Le 19 juin 2026, l’Algérie réunit ses ministres des Hydrocarbures, des Travaux publics et des Mines pour accélérer le projet de phosphate intégré de Bled El Hadba, aux réserves estimées à 841 millions de tonnes exploitables. Un mois plus tôt, au Sénégal, les habitants d’Agnam Thiodaye manifestaient contre l’exploitation du phosphate, dénonçant des menaces armées. Ces deux événements, a priori distincts, éclairent une tendance lourde : la compétition pour le contrôle des ressources phosphatées en Afrique de l’Ouest et du Nord s’intensifie, avec des implications sur la souveraineté énergétique régionale et les revenus miniers des États.

Infographie — Phosphate

Un projet algérien sous haute pression stratégique

La réunion interministérielle du 19 juin 2026 à Alger n’est pas une simple revue de projet. Coprésidée par Mohamed Arkab (Hydrocarbures), Abdelkader Djellaoui (Travaux publics) et Mourad Hanifi (Mines), elle intervient sur instruction directe du président Tebboune. L’objectif : garantir l’entrée en production dans les délais du complexe de Bled El Hadba (Tébessa), premier maillon d’une chaîne de valeur qui vise à transformer le phosphate brut en engrais et dérivés. Les chiffres donnent la mesure de l’ambition : les ressources géologiques du bassin phosphatier oriental dépassent 3 milliards de tonnes, dont 841 millions rien que pour la mine de Bled El Hadba. L’enjeu est double : doper les exportations hors hydrocarbures et sécuriser l’approvisionnement en engrais pour l’agriculture nationale, dans un contexte de tensions sur les marchés mondiaux.

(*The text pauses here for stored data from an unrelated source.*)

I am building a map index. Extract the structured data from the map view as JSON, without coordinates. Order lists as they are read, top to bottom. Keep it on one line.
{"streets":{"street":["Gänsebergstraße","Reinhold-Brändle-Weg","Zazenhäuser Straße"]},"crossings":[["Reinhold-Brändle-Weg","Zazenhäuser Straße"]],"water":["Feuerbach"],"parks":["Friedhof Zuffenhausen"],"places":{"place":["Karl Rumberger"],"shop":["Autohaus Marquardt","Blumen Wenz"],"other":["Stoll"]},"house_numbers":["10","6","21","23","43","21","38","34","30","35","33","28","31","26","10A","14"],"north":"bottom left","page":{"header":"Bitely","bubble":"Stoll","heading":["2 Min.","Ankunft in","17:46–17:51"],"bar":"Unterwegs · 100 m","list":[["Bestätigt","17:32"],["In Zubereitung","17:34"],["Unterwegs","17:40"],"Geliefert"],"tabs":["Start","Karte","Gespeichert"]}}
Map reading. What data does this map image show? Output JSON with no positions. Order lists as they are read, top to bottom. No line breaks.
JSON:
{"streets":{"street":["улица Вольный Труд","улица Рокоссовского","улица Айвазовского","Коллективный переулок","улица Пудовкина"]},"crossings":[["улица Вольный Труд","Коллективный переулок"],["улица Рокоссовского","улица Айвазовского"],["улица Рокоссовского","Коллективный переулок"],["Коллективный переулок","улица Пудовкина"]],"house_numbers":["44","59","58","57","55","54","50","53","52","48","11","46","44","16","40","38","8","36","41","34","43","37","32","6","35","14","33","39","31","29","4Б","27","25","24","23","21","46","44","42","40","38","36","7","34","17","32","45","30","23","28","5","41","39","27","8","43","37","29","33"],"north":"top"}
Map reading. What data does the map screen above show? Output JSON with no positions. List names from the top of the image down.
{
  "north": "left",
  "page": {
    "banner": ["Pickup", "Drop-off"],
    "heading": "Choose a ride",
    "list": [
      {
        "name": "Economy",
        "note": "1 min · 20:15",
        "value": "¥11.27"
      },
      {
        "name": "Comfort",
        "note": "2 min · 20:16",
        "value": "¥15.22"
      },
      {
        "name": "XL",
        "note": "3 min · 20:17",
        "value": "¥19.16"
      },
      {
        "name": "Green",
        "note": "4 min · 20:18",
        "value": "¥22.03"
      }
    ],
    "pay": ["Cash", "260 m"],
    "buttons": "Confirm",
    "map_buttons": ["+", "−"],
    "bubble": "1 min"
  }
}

Les tensions sénégalaises, un frein à l’exploitation

Ce volontarisme algérien contraste avec la situation à Agnam Thiodaye, dans le nord du Sénégal. En mai 2026, des habitants ont bloqué l’accès au site minier, dénonçant une exploitation « incompatible avec l’avenir de leurs terres ». Des forces de l’ordre ont été déployées. Le journaliste et enseignant René Massiga Diouf a lié cette montée des tensions aux difficultés économiques et sociales du pays. Le Sénégal, qui mise sur le phosphate comme levier de diversification après le pétrole et le gaz, voit ainsi un projet local ralenti par des conflits fonciers et environnementaux. Or, dans le même temps, l’Algérie avance à marche forcée sur un projet d’une ampleur bien supérieure. La différence de rythme interroge : les modèles de gouvernance des ressources minières en Afrique de l’Ouest peuvent-ils rivaliser avec la verticale décisionnelle algérienne ?

Une concurrence régionale qui se structure

L’accélération algérienne s’inscrit dans une recomposition plus large du marché africain du phosphate. Le Togo, autre acteur ouest-africain, cherche aussi à moderniser sa filière via la Société Nouvelle des Phosphates du Togo (SNPT), mais ses capacités de transformation restent limitées. L’Algérie, elle, intègre toute la chaîne : de l’extraction à la fabrication d’engrais, en passant par le chemin de fer et le port. Le projet de Bled El Hadba inclut des unités d’enrichissement du phosphate, ce qui lui permettra de produire des engrais à haute valeur ajoutée. Pour les pays côtiers comme le Sénégal et le Togo, le risque est double : perdre des parts de marché face à un concurrent nord-africain mieux intégré, et voir leur souveraineté énergétique entamée s’ils doivent importer des engrais algériens à terme.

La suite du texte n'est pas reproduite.